» What the exercise asks
Begin at the line containing "stroke(primary, '#c9c9c9', 16);" and copy each line exactly through the end of the records, leaving out what comes before.

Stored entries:

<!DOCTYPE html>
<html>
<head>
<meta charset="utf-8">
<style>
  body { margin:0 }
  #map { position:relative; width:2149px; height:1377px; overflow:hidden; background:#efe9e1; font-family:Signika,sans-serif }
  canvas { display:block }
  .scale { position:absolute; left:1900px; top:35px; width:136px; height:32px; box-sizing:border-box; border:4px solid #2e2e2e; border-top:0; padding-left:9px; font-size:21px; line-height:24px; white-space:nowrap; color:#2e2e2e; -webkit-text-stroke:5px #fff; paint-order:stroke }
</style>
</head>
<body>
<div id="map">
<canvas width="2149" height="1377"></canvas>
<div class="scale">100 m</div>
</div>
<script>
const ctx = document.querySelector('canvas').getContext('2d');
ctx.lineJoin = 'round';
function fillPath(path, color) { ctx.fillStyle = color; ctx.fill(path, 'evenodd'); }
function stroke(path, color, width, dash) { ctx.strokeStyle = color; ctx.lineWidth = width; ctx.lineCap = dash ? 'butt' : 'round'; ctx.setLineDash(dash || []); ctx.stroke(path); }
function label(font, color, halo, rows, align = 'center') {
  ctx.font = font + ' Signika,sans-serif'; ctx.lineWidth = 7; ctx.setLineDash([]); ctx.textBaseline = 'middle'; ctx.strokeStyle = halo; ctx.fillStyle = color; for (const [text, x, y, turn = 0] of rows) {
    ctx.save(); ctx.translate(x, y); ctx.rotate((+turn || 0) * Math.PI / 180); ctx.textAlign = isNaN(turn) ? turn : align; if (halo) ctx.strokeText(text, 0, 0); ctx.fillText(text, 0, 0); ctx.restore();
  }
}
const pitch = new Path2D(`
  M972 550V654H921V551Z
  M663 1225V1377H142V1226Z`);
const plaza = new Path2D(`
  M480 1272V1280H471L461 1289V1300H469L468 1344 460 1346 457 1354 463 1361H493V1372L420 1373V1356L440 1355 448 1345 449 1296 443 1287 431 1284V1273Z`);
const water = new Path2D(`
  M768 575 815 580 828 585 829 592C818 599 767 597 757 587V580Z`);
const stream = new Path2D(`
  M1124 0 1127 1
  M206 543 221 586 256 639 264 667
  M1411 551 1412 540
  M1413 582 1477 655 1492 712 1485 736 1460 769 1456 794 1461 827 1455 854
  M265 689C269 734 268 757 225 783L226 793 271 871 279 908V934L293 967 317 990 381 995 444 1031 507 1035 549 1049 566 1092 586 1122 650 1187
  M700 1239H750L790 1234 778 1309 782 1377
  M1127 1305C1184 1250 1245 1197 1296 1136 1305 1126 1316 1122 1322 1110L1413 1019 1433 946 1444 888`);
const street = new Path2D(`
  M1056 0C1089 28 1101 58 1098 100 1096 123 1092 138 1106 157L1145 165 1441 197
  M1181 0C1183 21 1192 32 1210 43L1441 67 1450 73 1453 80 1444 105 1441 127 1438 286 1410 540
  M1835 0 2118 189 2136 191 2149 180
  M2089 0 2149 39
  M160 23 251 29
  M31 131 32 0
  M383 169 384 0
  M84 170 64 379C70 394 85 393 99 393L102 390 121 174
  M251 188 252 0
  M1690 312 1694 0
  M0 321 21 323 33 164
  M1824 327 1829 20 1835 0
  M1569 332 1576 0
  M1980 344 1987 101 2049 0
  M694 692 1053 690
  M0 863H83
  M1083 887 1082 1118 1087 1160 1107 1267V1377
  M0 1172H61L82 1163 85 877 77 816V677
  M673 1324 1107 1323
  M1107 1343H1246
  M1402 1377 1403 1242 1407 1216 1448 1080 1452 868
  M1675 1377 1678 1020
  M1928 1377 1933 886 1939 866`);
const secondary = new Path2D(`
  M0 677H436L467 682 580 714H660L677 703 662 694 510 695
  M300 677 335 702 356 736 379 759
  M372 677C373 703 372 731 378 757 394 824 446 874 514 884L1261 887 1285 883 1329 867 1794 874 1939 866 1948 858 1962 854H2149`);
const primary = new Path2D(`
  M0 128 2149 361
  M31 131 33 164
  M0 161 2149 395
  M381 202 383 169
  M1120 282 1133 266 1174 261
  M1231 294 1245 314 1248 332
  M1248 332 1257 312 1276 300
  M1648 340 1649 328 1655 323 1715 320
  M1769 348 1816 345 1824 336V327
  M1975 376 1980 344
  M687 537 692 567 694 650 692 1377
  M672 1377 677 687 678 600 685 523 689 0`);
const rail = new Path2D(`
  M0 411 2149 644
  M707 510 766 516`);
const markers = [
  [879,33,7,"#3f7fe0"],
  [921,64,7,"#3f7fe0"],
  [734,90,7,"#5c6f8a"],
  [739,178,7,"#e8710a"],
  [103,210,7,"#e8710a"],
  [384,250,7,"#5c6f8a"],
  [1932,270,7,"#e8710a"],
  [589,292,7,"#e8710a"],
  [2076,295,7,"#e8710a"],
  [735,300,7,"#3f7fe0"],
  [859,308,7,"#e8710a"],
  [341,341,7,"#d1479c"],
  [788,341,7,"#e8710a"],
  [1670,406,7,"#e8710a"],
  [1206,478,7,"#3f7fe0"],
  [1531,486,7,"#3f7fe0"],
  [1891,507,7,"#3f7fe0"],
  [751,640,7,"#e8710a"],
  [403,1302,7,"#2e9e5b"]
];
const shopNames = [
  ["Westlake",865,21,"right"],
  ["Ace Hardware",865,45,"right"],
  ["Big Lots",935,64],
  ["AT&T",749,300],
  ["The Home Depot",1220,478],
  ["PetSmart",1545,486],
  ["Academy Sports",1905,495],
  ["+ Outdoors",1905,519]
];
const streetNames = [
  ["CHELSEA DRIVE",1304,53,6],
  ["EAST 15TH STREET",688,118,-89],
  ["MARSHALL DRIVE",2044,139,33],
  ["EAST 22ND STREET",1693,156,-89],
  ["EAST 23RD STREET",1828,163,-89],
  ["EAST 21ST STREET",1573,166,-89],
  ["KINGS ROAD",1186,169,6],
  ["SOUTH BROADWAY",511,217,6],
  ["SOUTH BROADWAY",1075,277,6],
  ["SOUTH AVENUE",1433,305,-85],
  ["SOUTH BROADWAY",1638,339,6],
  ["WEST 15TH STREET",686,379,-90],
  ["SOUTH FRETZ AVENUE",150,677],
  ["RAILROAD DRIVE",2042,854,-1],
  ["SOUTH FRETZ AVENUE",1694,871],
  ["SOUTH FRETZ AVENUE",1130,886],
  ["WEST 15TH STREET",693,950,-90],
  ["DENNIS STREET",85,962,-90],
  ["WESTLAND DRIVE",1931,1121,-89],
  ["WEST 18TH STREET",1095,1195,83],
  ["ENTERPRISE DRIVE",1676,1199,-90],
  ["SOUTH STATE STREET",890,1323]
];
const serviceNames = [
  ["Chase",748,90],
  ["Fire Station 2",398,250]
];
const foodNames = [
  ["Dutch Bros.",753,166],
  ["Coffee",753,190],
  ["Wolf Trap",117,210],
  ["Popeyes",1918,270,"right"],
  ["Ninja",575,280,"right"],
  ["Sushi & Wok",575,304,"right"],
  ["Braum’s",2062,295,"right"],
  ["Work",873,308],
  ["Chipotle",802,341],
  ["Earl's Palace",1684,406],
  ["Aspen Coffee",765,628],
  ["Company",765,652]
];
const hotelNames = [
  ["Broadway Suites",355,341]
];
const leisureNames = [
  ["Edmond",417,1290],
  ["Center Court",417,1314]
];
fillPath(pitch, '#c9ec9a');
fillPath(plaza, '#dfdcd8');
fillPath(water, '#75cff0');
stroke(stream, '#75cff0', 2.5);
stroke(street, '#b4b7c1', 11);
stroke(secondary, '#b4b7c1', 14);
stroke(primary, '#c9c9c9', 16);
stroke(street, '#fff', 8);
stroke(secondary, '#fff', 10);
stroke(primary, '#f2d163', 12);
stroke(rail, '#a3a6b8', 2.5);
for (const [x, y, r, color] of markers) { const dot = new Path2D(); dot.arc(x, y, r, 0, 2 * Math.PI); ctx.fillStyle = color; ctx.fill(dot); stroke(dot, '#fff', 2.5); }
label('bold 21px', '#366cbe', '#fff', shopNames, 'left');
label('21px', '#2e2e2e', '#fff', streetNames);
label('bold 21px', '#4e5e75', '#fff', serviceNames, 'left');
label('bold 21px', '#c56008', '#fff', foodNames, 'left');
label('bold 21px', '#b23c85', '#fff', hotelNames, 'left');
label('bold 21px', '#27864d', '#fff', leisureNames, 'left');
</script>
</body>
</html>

» Response to the task
stroke(primary, '#c9c9c9', 16);
stroke(street, '#fff', 8);
stroke(secondary, '#fff', 10);
stroke(primary, '#f2d163', 12);
stroke(rail, '#a3a6b8', 2.5);
for (const [x, y, r, color] of markers) { const dot = new Path2D(); dot.arc(x, y, r, 0, 2 * Math.PI); ctx.fillStyle = color; ctx.fill(dot); stroke(dot, '#fff', 2.5); }
label('bold 21px', '#366cbe', '#fff', shopNames, 'left');
label('21px', '#2e2e2e', '#fff', streetNames);
label('bold 21px', '#4e5e75', '#fff', serviceNames, 'left');
label('bold 21px', '#c56008', '#fff', foodNames, 'left');
label('bold 21px', '#b23c85', '#fff', hotelNames, 'left');
label('bold 21px', '#27864d', '#fff', leisureNames, 'left');
</script>
</body>
</html>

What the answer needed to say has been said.